「やらない決断」できてますか? 限られたリソースでLTVを上げる”割り切り戦略”とは
デジタルマーケティングの「最大の落とし穴」は、やるべきこと以外を切り捨てられないことだ。限られたリソースと時間を使ってLTVを向上させていくために、何に集中すべきなのか。「Web担当者Forum ミーティング 2025 春」にWeb担人気漫画連載『デジマはつらいよ』の原案・監修の中澤伸也氏が登壇し、やるべきこと以外を切り捨てる「割り切り方」と、その具体的手法について語った。
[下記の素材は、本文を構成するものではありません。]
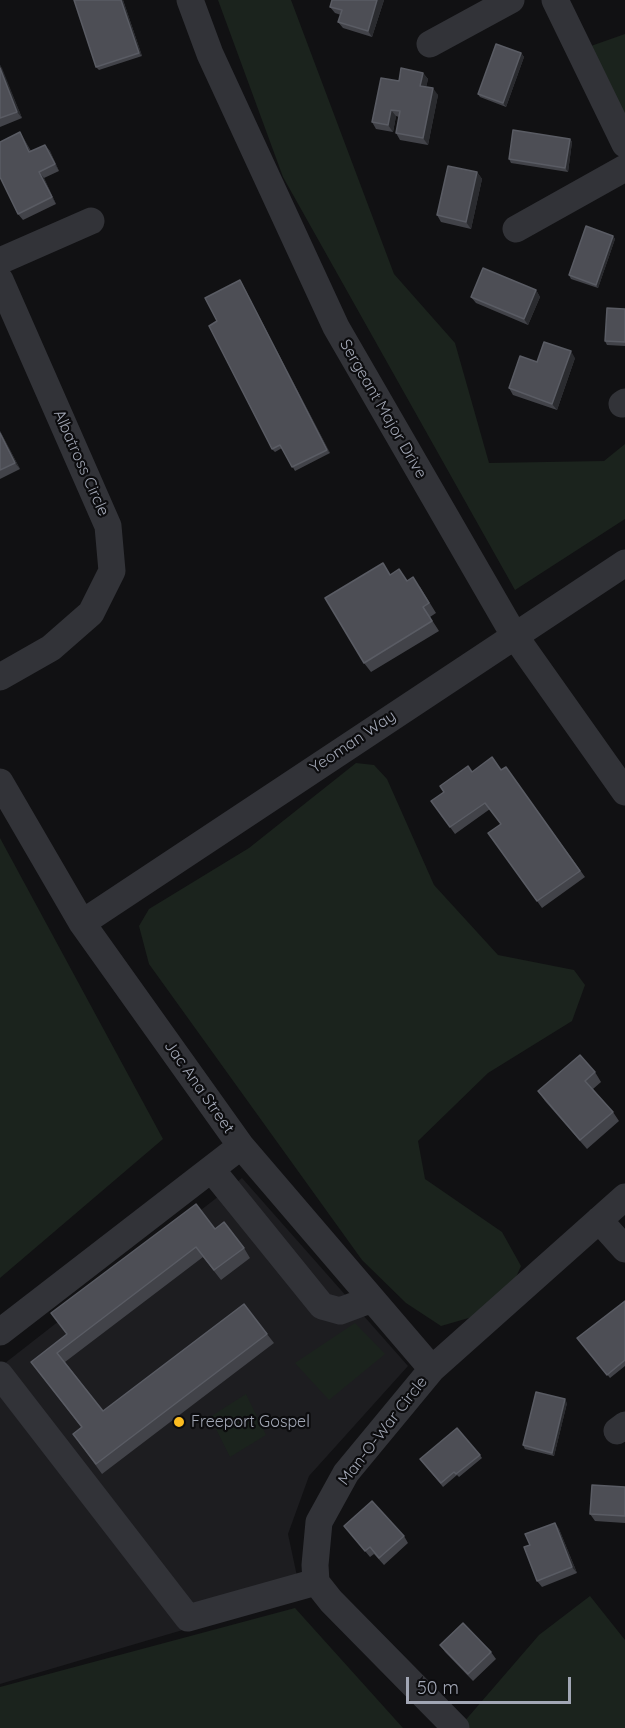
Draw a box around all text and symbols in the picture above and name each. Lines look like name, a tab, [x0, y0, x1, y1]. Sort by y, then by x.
street label: Sergeant Major Drive	[335, 336, 431, 482]
street label: Albatross Circle	[49, 407, 113, 519]
street label: Yeoman Way	[307, 706, 399, 778]
street label: Jac Ana Street	[160, 1037, 238, 1137]
street label: Man-O-War Circle	[335, 1373, 431, 1489]
place label: Freeport Gospel	[191, 1412, 310, 1432]
marker: Freeport Gospel	[172, 1415, 186, 1429]
scale bar	[409, 1665, 574, 1703]
text: 50 m	[417, 1676, 459, 1699]

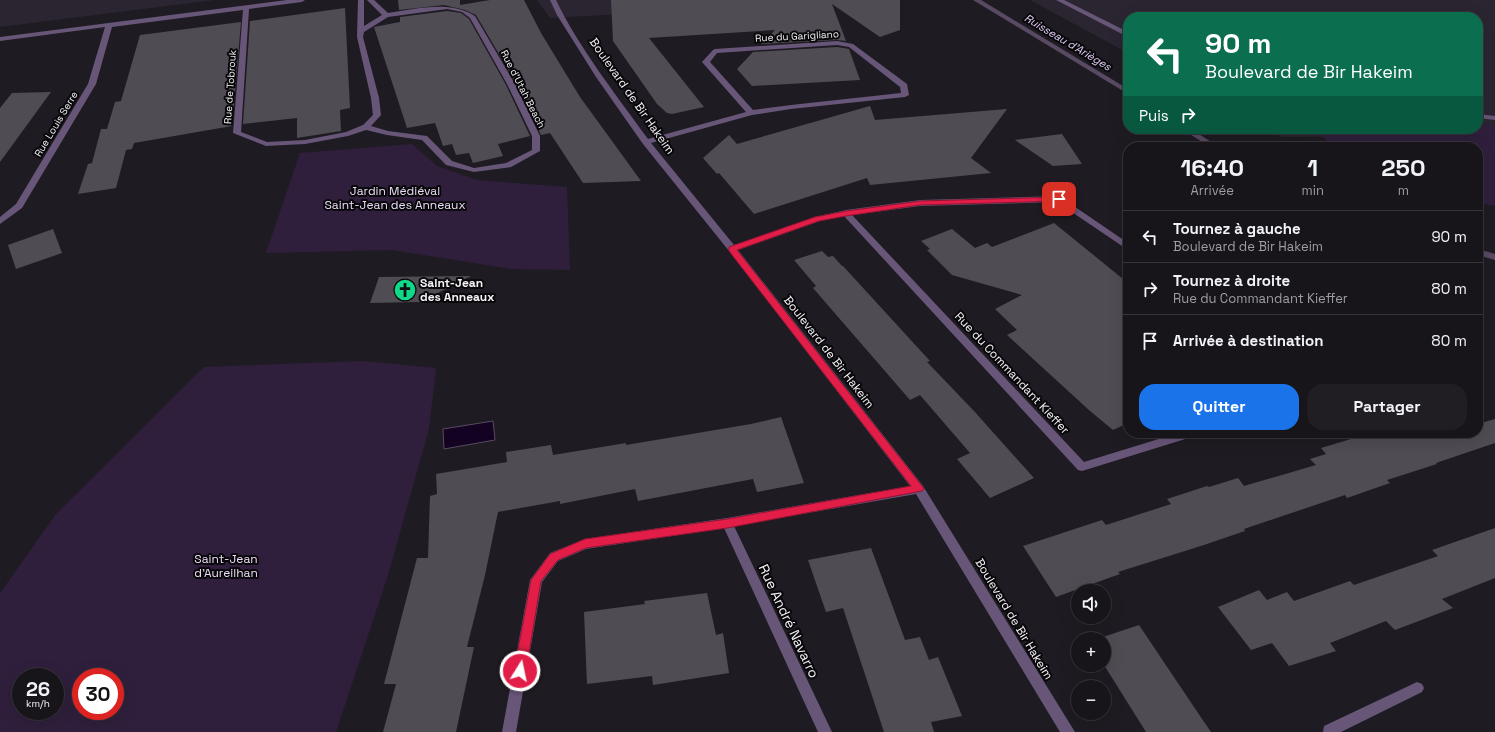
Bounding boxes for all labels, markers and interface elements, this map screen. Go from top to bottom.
water label: Ruisseau d'Arièges [1022,11,1115,74]
text: 90 m [1205,25,1271,61]
street label: Rue du Garigliano [755,27,839,45]
icon: left [1139,28,1191,80]
street label: Boulevard de Bir Hakeim [586,35,678,157]
street label: Rue d'Utah Beach [498,48,548,130]
street label: Rue de Tobrouk [221,49,239,125]
text: Boulevard de Bir Hakeim [1205,60,1413,83]
street label: Rue Louis Serre [31,89,81,159]
icon: right [1177,104,1199,126]
text: Puis [1139,106,1169,125]
text: 16:40 [1180,152,1244,183]
text: 1 [1307,152,1318,183]
text: 250 [1381,152,1426,183]
pin [1042,182,1076,216]
text: Arrivée [1191,182,1234,199]
text: min [1302,182,1324,199]
text: m [1398,182,1409,199]
park label: Jardin Médiéval Saint-Jean des Anneaux [324,183,466,213]
icon: arrive [1048,188,1070,210]
text: Tournez à gauche [1173,219,1301,238]
icon: left [1139,226,1161,248]
text: 90 m [1431,227,1467,246]
text: Boulevard de Bir Hakeim [1173,238,1323,255]
text: Tournez à droite [1173,271,1290,290]
place label: Saint-Jean des Anneaux [420,275,494,305]
church icon: Saint-Jean des Anneaux [392,277,418,303]
icon: right [1139,278,1161,300]
text: 80 m [1431,279,1467,298]
text: Rue du Commandant Kieffer [1173,290,1348,307]
street label: Boulevard de Bir Hakeim [780,293,878,411]
street label: Rue du Commandant Kieffer [951,309,1073,438]
icon: arrive [1139,330,1161,352]
text: Arrivée à destination [1173,331,1323,350]
text: 80 m [1431,331,1467,350]
button: Quitter [1139,384,1299,430]
button: Partager [1307,384,1467,430]
park label: Saint-Jean d'Aureilhan [194,551,258,581]
street label: Boulevard de Bir Hakeim [971,556,1057,682]
street label: Rue André Navarro [755,561,823,681]
map controls [1071,584,1111,720]
button: sound [1071,584,1111,624]
button: + [1071,632,1111,672]
position arrow [499,650,541,692]
speed limit sign: 30 [72,668,124,720]
text: 26 [26,676,50,702]
button: − [1071,680,1111,720]
text: km/h [26,697,50,710]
お得意様だけに集中してマーケティングを行う「中澤式 お得意様集中戦略」
現代のマーケティングは、ウェブ、アプリ、メール、SNS…といった多チャネルが当たり前。人的リソースは限られているため、兼務や同時並行で複数の施策を進めて行かざるを得ない。
一方で、顧客はさまざまなツールを使う。一人に対して複数のコミュニケーションチャネルが存在するため、どこかのチャネルをやめることは難しい。では、どう割り切るか。
「お得意様」だけに集中することをおすすめします。マーケティングの戦略・戦術・施策を考える上で、お得意様にフォーカスしてマーケティングを行っていきます(中澤氏)
では、なぜ“お得意様”に集中するのか。その根拠として中澤氏があげるのが、上位20%~30%の顧客によって全体の利益の約8割が生み出される「パレートの法則」だ。
顧客が初回購買から3年間で自社にもたらした利益の累計値を計算し、全顧客分を洗い出すと、多くの企業でパレートの法則が当てはまるという。さらに、そうしたお得意様は、製品・ブランドへの理解と共感が最も深い“ファン”であり、周囲に推薦してくれる存在であることも大きい。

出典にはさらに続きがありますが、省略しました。